━━━ Task material
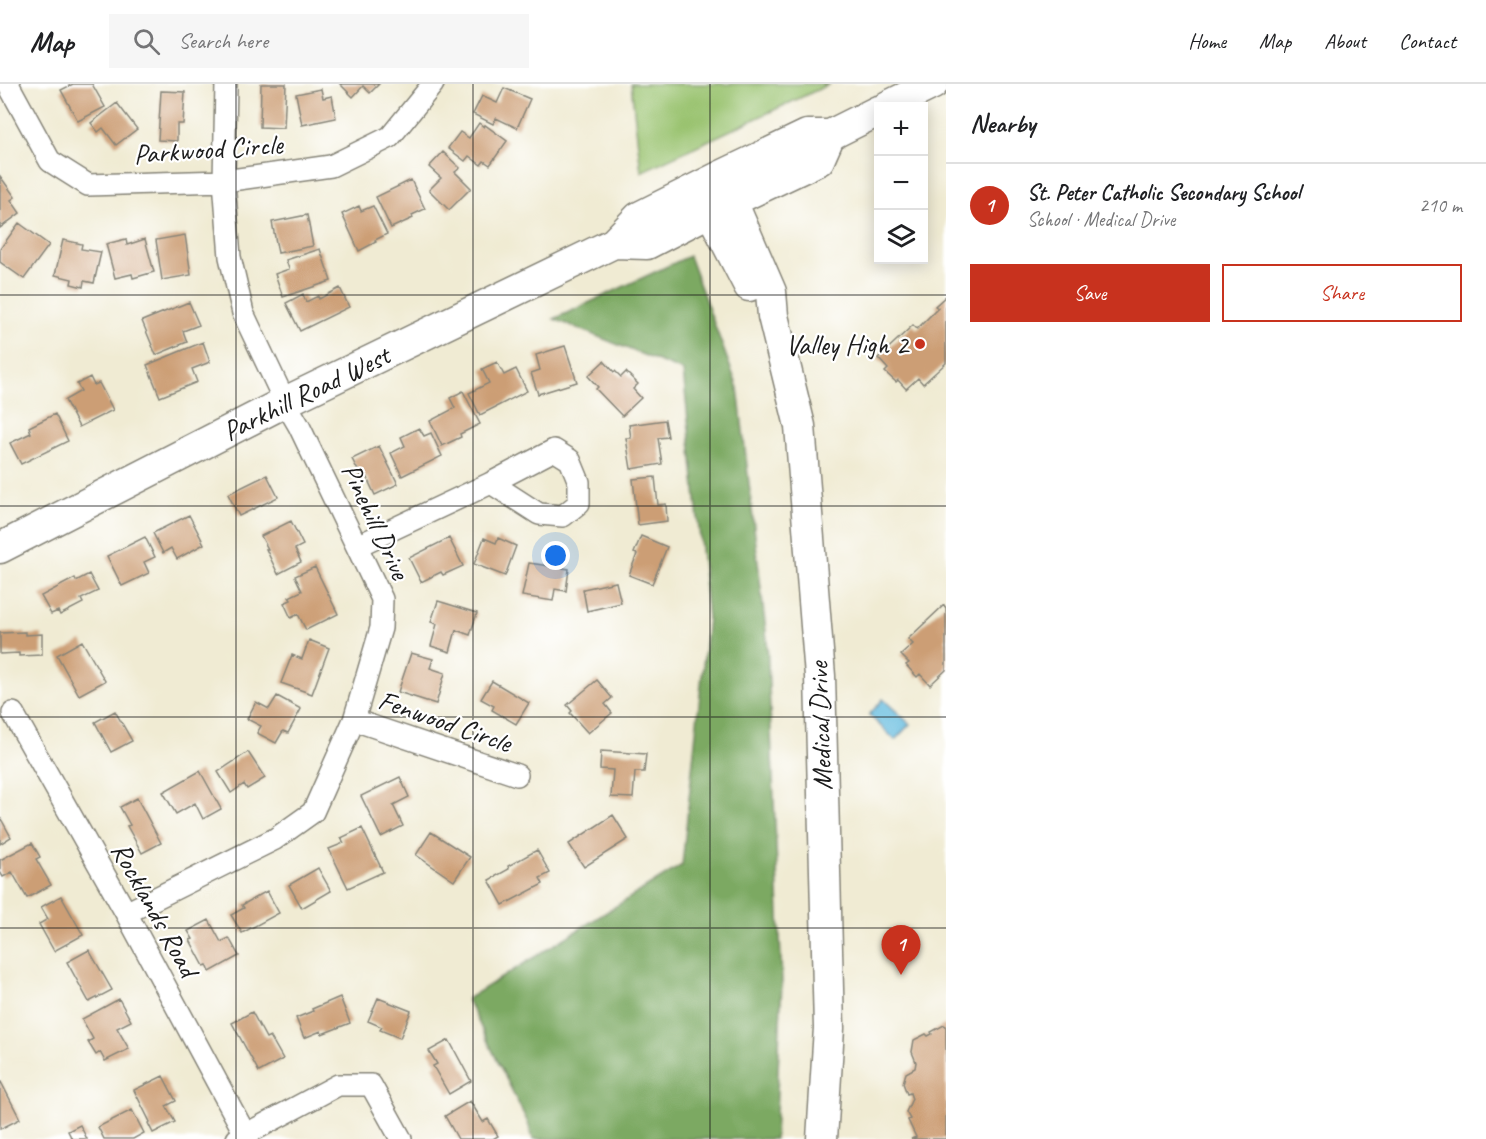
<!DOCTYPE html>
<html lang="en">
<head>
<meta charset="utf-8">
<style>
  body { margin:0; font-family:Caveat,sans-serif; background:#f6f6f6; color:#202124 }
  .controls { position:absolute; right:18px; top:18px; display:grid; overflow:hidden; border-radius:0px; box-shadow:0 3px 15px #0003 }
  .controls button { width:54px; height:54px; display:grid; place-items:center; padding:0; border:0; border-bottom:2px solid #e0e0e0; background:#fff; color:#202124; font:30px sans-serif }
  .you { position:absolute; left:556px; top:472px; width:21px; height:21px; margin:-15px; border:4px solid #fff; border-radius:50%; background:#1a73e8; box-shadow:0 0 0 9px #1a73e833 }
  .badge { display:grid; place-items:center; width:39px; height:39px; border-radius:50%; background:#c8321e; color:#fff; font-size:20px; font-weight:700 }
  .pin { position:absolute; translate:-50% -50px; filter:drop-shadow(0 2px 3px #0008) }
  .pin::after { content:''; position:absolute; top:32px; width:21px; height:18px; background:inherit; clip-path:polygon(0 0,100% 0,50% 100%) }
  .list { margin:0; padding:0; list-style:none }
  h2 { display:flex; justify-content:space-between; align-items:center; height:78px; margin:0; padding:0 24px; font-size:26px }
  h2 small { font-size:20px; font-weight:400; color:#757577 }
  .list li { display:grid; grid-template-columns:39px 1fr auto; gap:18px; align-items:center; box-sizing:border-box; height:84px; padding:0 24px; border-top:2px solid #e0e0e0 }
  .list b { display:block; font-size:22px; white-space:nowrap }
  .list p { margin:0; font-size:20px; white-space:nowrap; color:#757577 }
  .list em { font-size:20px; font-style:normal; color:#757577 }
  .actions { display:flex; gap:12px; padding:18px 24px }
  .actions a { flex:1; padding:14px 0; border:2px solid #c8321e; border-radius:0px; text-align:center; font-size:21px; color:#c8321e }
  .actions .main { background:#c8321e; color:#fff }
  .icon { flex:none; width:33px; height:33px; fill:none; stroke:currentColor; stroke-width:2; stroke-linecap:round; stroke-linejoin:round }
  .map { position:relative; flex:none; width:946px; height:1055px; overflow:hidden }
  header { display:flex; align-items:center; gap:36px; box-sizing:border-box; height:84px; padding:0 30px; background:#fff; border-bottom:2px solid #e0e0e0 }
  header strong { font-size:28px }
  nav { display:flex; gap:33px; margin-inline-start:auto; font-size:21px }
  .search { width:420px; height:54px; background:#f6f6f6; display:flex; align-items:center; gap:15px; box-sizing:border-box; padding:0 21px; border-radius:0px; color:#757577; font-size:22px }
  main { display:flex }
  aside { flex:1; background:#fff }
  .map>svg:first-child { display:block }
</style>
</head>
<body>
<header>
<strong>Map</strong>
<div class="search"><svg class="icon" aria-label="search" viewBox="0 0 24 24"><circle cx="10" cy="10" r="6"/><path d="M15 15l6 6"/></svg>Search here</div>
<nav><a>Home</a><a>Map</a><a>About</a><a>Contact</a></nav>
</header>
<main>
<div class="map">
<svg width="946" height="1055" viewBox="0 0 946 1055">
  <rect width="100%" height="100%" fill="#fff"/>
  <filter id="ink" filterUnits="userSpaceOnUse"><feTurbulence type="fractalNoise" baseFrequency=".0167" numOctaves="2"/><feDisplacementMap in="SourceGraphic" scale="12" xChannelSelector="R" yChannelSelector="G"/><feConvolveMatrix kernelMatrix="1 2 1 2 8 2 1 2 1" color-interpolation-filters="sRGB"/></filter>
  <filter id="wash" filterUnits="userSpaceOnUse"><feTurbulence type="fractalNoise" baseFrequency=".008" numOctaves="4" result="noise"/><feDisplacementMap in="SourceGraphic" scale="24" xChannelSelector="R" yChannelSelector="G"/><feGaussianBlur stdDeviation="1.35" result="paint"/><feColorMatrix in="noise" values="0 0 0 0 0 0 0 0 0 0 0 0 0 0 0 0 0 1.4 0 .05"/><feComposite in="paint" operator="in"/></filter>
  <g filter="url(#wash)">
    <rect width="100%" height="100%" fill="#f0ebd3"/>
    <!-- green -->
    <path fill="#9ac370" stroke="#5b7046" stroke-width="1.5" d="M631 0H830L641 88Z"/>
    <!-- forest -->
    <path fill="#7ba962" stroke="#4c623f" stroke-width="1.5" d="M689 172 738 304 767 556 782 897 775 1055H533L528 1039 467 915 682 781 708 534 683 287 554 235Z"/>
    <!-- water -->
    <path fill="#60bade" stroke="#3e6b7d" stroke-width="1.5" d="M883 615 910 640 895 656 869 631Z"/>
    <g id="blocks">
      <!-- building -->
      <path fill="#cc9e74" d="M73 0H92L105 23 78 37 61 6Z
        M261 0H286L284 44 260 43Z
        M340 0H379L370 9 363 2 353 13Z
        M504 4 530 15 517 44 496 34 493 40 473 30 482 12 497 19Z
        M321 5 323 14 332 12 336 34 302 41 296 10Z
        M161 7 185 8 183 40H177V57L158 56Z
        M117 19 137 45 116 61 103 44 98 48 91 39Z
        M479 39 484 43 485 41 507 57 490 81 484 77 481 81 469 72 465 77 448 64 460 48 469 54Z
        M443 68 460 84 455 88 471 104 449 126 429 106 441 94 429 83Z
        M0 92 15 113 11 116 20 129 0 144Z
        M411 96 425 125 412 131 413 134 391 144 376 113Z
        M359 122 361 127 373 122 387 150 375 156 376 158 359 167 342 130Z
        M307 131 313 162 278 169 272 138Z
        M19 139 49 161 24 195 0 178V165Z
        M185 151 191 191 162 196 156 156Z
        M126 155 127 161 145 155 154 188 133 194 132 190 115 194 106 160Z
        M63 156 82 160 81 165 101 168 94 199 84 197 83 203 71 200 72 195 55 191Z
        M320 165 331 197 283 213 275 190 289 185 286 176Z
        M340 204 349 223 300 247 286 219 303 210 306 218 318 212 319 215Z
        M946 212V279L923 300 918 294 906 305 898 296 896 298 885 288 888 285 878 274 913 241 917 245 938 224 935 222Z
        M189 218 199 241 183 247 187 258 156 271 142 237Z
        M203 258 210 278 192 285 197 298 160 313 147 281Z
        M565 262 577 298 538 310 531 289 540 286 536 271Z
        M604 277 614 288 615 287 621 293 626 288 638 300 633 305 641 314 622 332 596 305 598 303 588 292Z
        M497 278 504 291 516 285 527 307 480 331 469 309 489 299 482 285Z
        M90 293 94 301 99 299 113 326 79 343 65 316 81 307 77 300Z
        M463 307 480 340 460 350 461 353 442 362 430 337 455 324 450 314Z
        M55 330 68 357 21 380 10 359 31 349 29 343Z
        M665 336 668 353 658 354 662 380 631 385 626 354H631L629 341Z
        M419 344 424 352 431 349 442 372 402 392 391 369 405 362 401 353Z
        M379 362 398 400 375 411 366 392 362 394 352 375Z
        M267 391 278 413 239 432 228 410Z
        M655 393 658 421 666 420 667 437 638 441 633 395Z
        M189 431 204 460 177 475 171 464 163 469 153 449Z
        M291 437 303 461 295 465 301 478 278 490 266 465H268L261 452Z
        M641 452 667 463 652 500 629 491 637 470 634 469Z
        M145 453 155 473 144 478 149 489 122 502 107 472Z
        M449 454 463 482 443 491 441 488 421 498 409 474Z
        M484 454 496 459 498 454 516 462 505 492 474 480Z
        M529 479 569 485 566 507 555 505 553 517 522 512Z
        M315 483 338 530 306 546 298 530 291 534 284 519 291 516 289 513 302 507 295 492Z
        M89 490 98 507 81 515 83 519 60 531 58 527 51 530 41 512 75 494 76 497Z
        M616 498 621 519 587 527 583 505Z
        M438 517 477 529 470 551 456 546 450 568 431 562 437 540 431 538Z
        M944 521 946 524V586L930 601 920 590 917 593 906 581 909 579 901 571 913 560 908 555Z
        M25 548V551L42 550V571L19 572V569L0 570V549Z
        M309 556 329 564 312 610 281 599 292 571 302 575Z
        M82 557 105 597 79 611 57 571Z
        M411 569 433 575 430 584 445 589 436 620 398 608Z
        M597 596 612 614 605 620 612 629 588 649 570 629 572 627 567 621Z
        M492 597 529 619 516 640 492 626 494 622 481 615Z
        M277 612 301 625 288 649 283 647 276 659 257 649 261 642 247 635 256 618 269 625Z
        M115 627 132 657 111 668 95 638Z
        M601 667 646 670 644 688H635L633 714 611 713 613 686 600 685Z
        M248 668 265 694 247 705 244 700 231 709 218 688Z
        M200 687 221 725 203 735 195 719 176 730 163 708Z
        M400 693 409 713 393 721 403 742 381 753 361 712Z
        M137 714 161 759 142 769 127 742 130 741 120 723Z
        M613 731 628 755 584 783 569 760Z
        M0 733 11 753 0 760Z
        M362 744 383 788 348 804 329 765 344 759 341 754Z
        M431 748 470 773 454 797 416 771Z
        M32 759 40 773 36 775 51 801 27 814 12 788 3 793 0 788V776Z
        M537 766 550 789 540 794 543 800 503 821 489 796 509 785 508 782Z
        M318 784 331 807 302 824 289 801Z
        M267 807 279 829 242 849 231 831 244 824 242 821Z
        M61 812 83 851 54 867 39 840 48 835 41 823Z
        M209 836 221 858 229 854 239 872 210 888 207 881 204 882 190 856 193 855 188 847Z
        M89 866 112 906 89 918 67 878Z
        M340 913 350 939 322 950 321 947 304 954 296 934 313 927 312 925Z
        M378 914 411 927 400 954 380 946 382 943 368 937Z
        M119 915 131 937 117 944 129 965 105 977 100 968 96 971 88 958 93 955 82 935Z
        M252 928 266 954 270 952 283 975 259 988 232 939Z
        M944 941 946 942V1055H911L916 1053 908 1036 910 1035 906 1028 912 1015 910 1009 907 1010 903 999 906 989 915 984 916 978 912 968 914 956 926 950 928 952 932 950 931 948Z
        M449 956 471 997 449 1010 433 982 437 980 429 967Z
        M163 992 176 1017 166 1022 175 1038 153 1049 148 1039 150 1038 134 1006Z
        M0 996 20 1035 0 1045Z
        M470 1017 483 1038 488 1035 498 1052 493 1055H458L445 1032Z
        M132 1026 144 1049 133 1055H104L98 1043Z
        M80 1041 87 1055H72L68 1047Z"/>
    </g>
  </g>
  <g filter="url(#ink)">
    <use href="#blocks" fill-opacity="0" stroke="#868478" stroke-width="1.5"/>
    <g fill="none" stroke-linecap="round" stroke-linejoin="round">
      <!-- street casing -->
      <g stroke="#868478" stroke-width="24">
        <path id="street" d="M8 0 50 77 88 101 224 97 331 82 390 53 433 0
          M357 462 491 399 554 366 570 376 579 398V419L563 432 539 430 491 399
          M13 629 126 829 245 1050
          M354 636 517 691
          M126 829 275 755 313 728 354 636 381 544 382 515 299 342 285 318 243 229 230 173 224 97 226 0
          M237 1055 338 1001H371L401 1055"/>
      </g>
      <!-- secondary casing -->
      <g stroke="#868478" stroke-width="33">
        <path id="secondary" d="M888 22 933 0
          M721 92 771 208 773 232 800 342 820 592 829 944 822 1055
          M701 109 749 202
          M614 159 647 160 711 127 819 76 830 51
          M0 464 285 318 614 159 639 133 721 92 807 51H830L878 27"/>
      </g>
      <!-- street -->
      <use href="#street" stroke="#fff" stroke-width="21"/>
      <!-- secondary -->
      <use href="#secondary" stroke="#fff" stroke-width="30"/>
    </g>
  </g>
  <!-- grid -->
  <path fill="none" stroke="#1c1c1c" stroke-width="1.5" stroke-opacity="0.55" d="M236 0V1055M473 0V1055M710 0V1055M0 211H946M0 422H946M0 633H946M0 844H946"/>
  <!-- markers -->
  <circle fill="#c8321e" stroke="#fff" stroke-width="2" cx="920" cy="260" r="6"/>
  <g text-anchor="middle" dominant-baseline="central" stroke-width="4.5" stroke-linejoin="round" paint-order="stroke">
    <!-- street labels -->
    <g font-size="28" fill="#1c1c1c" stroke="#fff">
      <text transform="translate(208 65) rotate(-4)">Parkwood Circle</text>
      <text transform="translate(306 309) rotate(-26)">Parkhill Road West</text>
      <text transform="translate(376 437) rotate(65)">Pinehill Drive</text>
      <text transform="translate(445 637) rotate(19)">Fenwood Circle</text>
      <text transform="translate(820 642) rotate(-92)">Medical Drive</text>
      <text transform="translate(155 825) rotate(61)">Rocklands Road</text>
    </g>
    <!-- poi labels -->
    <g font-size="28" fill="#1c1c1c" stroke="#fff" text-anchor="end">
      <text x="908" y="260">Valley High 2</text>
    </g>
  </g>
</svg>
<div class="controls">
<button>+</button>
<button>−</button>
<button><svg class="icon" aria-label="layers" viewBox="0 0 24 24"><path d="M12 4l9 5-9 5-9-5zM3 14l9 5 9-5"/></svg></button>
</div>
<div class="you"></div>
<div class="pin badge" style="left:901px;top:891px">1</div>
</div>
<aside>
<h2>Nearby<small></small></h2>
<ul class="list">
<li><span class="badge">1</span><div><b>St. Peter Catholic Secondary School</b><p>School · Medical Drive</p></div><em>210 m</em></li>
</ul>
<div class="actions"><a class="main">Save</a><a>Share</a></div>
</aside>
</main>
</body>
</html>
━━━━━━
◆ Directions for this task
Going back over the entries above, copy word for word every line from the one that has "M362 744 383" on through the one that has "M252 928 266".

◆ Answer to this task
        M362 744 383 788 348 804 329 765 344 759 341 754Z
        M431 748 470 773 454 797 416 771Z
        M32 759 40 773 36 775 51 801 27 814 12 788 3 793 0 788V776Z
        M537 766 550 789 540 794 543 800 503 821 489 796 509 785 508 782Z
        M318 784 331 807 302 824 289 801Z
        M267 807 279 829 242 849 231 831 244 824 242 821Z
        M61 812 83 851 54 867 39 840 48 835 41 823Z
        M209 836 221 858 229 854 239 872 210 888 207 881 204 882 190 856 193 855 188 847Z
        M89 866 112 906 89 918 67 878Z
        M340 913 350 939 322 950 321 947 304 954 296 934 313 927 312 925Z
        M378 914 411 927 400 954 380 946 382 943 368 937Z
        M119 915 131 937 117 944 129 965 105 977 100 968 96 971 88 958 93 955 82 935Z
        M252 928 266 954 270 952 283 975 259 988 232 939Z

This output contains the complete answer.